▶ [DATA SHOWN]:
━━━━━━
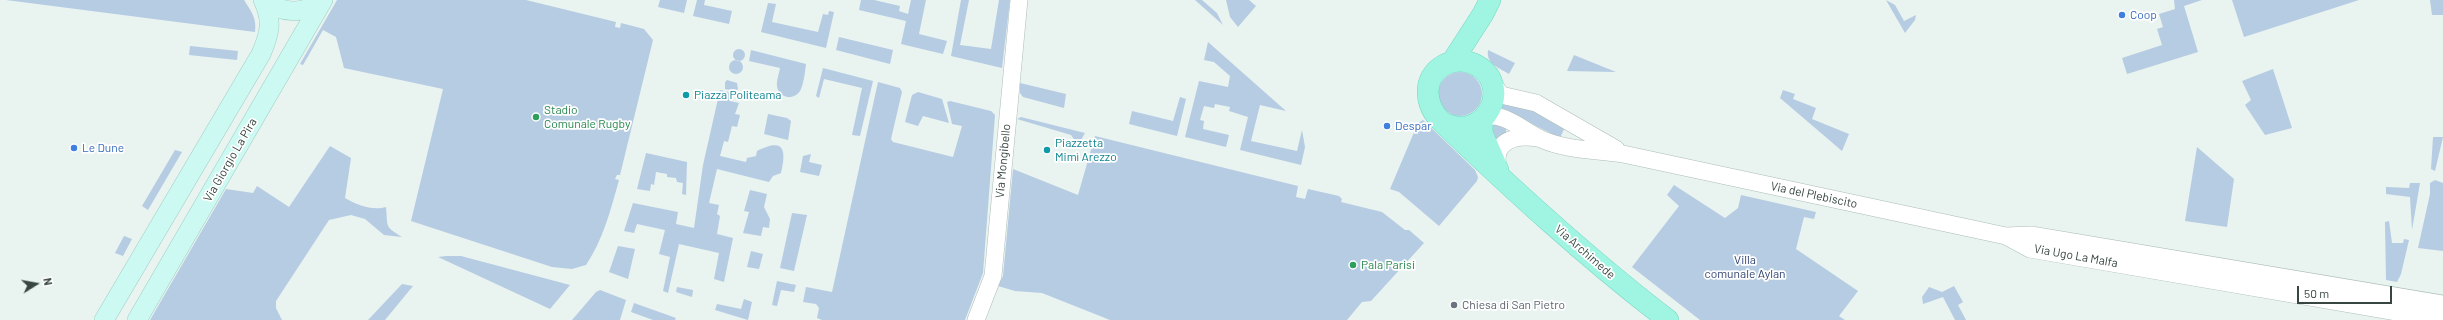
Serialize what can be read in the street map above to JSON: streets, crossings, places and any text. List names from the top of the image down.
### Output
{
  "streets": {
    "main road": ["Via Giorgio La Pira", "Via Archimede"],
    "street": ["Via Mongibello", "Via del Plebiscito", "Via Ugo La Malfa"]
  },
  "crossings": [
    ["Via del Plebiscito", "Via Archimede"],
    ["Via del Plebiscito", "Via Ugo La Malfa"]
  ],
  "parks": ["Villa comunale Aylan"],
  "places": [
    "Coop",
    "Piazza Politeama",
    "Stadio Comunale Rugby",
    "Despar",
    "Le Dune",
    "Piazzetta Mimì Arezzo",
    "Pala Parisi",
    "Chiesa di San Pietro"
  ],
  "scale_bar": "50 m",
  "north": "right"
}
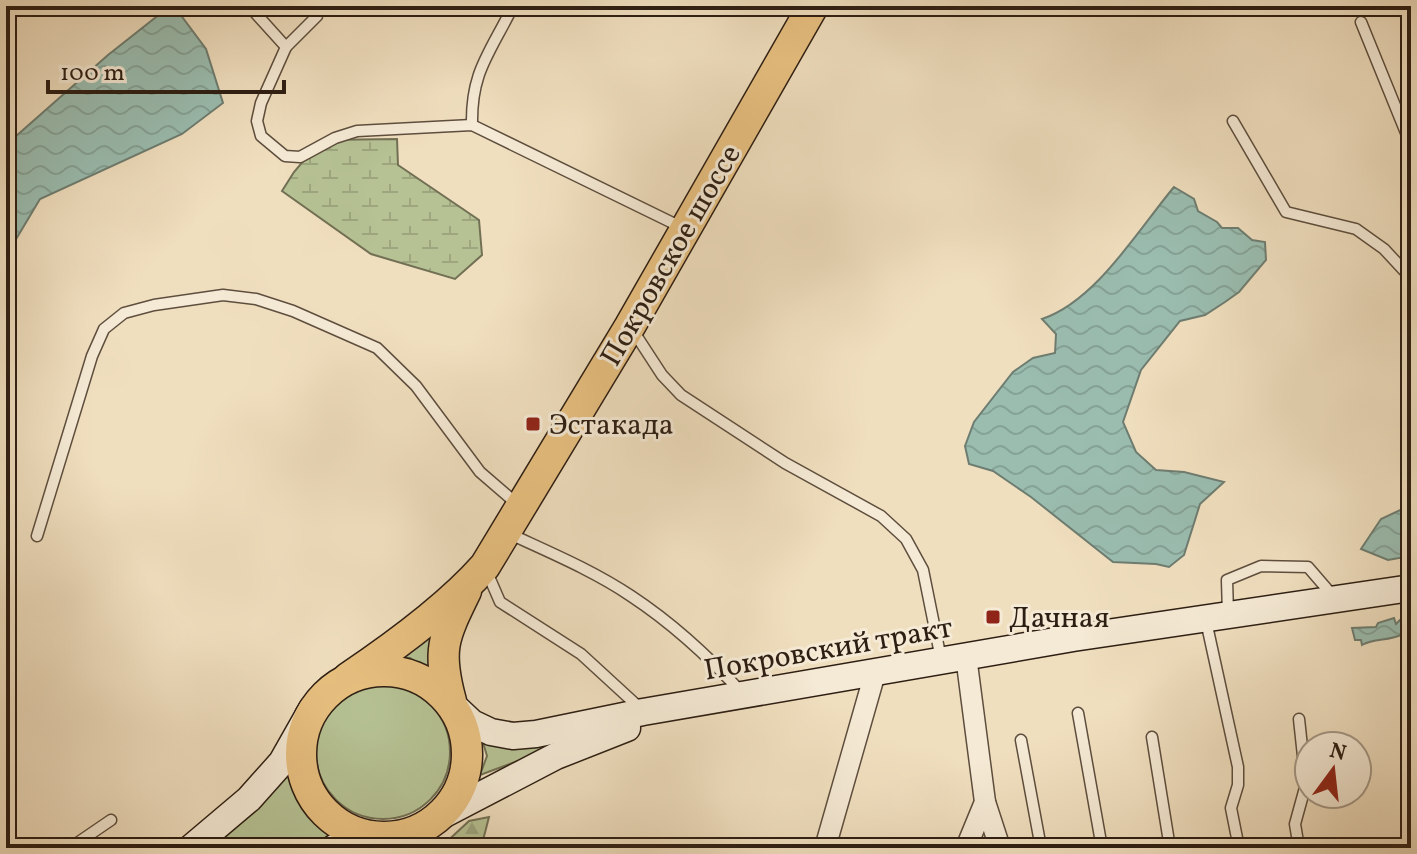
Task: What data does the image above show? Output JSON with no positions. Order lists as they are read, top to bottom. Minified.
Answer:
━━━━━━
▶ [EXERCISE OBJECTIVE]: Which lines of the data contain the string "above"? Copy each of them.

▶ [RESPONSE TO THE EXERCISE]:
Serialize what can be read in the street map above to JSON: streets, crossings, places and any text. List names from the top of the image down.
Task: What data does the image above show? Output JSON with no positions. Order lists as they are read, top to bottom. Minified.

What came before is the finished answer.